No Europeu fiz algumas das melhores exibições da minha car­reira. Essas e mais umas quantas pelo Benfica. Mas foi sem dúvida o Europeu que me deu notoriedade. Foi um salto muito grande, do Benfica para o Bordéus, porque nesse tempo não havia muitos jogadores portugueses a emigrarem, mas eu com 25 anos, já era um homem. Tive algumas lesões, mas fui cam­peão francês, ao lado de grandes jogadores como Giresse e Tigana. Em França as pessoas sempre me trataram bem, mas passado al­gum tempo só pensava em regressar ao Benfica, o que veio a acontecer. ­

Do Barreiro a Lisboa, de Lisboa a Bordéus, de Pequeno Genial a Chalanix, mas sempre Fernando Chalana

Ainda em França, devido às suas parecenças físicas, associa­ram-no à personagem de banda desenhada Asterix, sendo al­gumas vezes apelidado de “Chalanix”.
Isso foram os franceses, um ou outro jornalista de Bordéus, que me cha­mou assim. Pelas parecenças com o Asterix, talvez devido ao bigode.

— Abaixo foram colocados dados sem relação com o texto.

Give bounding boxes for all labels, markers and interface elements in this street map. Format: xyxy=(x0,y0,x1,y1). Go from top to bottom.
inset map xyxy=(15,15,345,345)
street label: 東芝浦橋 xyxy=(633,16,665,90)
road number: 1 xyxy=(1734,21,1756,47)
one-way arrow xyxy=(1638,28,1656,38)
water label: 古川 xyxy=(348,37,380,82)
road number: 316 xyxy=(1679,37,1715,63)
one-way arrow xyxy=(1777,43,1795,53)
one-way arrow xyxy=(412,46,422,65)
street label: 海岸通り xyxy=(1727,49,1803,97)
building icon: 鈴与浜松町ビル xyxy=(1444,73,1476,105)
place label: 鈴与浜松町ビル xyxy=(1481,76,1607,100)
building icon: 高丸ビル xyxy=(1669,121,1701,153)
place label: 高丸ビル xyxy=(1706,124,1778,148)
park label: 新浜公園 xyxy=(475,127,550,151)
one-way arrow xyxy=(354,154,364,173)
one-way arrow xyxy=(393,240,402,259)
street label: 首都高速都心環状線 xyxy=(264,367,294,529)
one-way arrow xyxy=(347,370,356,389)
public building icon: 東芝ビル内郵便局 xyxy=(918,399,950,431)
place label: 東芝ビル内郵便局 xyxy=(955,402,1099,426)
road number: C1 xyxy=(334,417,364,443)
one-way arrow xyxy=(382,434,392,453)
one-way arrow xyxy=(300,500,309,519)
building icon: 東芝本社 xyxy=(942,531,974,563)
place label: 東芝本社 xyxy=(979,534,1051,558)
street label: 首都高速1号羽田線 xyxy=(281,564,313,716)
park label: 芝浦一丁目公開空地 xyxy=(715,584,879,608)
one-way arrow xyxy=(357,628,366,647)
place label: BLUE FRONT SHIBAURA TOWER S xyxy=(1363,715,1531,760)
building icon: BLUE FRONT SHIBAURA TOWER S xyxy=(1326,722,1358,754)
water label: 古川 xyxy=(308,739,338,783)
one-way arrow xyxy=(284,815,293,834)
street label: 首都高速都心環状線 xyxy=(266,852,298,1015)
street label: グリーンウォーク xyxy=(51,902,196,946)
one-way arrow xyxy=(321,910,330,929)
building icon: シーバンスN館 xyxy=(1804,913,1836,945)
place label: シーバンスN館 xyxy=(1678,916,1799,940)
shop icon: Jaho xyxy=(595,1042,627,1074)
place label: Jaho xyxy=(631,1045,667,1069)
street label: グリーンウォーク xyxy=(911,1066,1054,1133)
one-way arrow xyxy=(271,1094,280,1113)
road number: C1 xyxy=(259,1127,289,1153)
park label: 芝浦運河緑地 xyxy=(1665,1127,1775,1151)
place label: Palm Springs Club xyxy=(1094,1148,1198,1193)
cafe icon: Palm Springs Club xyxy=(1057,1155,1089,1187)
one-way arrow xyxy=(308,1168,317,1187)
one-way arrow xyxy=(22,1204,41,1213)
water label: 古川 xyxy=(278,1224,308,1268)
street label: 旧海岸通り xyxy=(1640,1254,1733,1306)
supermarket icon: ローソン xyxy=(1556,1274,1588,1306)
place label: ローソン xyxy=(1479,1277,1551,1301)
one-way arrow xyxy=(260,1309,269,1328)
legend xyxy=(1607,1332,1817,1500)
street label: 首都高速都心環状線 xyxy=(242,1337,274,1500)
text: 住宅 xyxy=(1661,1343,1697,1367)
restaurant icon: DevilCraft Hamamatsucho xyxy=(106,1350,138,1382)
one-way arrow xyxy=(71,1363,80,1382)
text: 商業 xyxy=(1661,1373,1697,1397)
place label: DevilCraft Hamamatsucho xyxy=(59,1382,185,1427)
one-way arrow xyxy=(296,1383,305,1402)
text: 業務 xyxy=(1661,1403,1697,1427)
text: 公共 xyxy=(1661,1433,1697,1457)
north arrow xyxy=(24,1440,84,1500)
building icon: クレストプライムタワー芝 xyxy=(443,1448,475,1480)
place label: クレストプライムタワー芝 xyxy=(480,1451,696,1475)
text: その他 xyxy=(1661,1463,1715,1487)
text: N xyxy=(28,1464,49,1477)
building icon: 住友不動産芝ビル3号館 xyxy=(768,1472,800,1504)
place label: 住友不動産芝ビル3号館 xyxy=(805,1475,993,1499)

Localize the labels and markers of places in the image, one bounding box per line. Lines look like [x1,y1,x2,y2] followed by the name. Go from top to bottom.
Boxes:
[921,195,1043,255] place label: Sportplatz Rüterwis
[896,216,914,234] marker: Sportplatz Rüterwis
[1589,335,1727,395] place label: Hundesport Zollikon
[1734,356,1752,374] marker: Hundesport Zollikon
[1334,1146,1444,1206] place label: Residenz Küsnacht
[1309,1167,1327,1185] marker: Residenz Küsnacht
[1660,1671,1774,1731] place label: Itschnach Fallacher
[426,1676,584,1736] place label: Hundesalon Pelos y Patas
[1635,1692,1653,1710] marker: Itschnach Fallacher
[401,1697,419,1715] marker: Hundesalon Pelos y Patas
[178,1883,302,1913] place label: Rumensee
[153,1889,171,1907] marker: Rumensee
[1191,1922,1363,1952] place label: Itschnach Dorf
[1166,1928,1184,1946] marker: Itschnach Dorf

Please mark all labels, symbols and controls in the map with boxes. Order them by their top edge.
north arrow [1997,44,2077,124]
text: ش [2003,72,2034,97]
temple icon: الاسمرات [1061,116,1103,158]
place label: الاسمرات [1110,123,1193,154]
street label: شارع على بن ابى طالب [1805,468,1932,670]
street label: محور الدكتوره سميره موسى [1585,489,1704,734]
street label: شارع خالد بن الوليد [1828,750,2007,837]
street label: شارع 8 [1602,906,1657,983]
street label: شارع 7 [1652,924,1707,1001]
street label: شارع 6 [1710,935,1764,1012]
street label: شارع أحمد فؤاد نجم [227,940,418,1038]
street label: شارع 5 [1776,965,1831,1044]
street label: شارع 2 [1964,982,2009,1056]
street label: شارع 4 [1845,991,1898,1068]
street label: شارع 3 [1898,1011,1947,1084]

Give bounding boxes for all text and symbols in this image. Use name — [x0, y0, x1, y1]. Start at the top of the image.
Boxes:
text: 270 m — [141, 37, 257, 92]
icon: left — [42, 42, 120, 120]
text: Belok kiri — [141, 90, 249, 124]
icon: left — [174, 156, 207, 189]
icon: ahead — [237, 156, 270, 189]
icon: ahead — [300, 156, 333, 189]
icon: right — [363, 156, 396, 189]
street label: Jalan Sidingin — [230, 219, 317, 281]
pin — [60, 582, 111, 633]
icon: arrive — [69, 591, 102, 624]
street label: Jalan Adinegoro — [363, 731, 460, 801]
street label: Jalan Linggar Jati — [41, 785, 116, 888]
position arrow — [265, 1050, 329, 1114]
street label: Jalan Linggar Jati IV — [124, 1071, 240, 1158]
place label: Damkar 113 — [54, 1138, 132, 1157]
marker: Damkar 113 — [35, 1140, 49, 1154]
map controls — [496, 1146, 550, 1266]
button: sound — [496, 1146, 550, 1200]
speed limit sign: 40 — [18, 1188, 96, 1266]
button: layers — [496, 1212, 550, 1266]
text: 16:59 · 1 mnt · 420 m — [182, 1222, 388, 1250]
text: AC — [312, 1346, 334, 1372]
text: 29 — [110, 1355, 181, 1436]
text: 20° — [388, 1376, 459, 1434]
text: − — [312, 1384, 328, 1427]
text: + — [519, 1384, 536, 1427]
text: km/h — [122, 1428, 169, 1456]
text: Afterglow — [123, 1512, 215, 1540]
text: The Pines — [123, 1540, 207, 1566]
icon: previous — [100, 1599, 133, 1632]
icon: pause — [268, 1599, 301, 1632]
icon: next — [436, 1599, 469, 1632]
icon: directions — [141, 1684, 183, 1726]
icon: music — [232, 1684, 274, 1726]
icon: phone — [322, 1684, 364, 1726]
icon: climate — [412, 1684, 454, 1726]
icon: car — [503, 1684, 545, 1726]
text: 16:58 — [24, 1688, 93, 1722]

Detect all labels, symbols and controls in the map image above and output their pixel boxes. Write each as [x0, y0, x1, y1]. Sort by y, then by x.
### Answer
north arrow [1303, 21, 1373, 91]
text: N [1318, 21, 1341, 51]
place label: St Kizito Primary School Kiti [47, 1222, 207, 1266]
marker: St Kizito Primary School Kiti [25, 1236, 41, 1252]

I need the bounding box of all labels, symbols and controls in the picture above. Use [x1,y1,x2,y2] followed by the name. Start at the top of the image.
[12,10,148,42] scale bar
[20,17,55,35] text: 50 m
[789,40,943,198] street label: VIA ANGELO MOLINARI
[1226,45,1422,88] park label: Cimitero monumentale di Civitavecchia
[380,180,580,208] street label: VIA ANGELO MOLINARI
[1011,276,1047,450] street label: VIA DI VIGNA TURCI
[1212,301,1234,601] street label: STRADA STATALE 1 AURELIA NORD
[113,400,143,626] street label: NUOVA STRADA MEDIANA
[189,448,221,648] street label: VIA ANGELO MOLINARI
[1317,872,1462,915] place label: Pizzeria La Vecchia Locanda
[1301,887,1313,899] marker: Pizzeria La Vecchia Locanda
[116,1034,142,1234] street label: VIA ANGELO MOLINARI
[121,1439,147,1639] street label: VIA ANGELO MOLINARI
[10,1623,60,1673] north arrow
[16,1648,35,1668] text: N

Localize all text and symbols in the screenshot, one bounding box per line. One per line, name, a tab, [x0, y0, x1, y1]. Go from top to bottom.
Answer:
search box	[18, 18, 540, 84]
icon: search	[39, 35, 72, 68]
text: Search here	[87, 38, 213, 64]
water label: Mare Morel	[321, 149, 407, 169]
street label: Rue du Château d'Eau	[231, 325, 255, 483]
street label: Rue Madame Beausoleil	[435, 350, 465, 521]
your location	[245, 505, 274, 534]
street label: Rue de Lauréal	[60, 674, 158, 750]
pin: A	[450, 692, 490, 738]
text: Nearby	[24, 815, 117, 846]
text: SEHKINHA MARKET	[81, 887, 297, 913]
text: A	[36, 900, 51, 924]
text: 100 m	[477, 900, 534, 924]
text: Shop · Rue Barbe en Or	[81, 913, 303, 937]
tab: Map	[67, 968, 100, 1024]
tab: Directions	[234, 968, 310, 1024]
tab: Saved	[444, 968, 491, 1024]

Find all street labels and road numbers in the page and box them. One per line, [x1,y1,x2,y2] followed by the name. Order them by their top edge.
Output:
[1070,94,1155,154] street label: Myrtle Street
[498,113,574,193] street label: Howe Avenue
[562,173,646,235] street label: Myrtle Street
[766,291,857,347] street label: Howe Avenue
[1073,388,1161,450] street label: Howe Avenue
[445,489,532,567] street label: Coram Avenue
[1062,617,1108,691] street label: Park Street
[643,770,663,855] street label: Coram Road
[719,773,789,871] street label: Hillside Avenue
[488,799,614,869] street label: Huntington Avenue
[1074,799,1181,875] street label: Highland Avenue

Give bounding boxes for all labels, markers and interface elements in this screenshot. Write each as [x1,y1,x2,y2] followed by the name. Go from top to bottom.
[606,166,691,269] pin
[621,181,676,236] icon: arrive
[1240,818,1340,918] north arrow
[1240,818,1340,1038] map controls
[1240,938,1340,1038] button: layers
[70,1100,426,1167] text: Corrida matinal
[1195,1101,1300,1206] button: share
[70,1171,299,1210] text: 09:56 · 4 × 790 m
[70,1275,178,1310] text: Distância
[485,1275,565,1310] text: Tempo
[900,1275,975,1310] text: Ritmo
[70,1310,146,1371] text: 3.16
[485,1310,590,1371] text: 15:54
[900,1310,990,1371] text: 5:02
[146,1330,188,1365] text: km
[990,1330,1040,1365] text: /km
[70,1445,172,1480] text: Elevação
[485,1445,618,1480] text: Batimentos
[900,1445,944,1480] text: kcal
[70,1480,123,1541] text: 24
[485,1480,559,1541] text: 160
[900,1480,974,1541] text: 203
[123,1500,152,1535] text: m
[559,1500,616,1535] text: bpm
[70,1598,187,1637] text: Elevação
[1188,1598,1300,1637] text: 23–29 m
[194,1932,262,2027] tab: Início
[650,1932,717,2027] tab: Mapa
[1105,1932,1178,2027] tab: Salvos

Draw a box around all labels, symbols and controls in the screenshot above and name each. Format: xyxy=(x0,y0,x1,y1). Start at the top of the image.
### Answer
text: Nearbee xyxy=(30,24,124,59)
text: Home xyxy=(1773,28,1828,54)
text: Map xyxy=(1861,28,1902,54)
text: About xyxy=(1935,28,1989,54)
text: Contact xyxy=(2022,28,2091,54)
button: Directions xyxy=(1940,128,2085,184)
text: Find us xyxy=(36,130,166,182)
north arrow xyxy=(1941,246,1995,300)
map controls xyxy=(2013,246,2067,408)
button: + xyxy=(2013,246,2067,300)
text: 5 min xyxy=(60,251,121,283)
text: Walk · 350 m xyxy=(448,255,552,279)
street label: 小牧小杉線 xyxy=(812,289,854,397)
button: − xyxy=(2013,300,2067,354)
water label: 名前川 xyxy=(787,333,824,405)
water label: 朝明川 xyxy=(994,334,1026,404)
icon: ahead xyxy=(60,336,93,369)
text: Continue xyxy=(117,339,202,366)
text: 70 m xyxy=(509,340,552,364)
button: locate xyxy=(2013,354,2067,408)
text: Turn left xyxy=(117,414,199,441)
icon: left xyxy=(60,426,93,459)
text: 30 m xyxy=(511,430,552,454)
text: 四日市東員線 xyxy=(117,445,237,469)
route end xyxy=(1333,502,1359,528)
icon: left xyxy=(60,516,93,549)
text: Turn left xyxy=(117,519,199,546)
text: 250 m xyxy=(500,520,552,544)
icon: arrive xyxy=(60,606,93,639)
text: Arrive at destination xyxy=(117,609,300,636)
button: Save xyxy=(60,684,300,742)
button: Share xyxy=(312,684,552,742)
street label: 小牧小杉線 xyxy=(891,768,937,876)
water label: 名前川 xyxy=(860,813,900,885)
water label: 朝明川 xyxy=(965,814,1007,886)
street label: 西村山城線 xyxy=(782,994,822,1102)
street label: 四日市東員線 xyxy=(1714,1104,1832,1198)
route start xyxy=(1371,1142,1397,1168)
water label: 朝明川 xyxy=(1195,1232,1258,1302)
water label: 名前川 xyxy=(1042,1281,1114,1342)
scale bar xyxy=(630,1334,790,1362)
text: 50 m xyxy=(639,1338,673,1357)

O que Chalana não esquece é que foi o dinheiro da transferên­cia do Benfica para o Bordéus, uma pequena fortuna para a época, que permitiu que o clube concluísse o fecho do então terceiro anel, do antigo Estádio da Luz.
Lembro-me bem disso, foi fechar com chave de ouro a minha primeira passagem pelo Benfica, colaborando indirectamente na conclusão de uma obra que todos os adeptos sonhavam. O então presidente Fernan­do Martins nunca esqueceu esse facto.



Terminou a carreira de futebolista no Estrela da Amadora na época de 1991/92, na altura a militar na II divisão nacional, já depois de uma também breve passagem pelo Belenenses, que se seguiu ao final de contrato com o Benfica em Junho de 1990. Aos 33 anos, encerrou a sua carreira de futebolista, após 16 anos e várias lesões sofridas. Dos anos de futebo­lista, Fernando Chalana recorda uma das maiores menti­ras do futebol português.
As pessoas pensam que sou canhoto, mas sou destro. As pessoas é que diziam e continuam a dizer que eu tinha um magnífico pé esquerdo, mas não sou esquerdino, nunca fui. Eu sou destro, talvez também por isso enganava muitos adversários, mas as pessoas, in­cluindo jornalistas, nunca viram isso. Eu jogava mais vezes do lado esquerdo, fazia o corredor ofensivo mas também flectia muito para o interior. Tanto assim é que as grandes penalidades que marquei ao longo da minha carreira, foram sempre com o pé direito e nunca com o esquerdo. Dá-me vontade de rir, mas é verdade.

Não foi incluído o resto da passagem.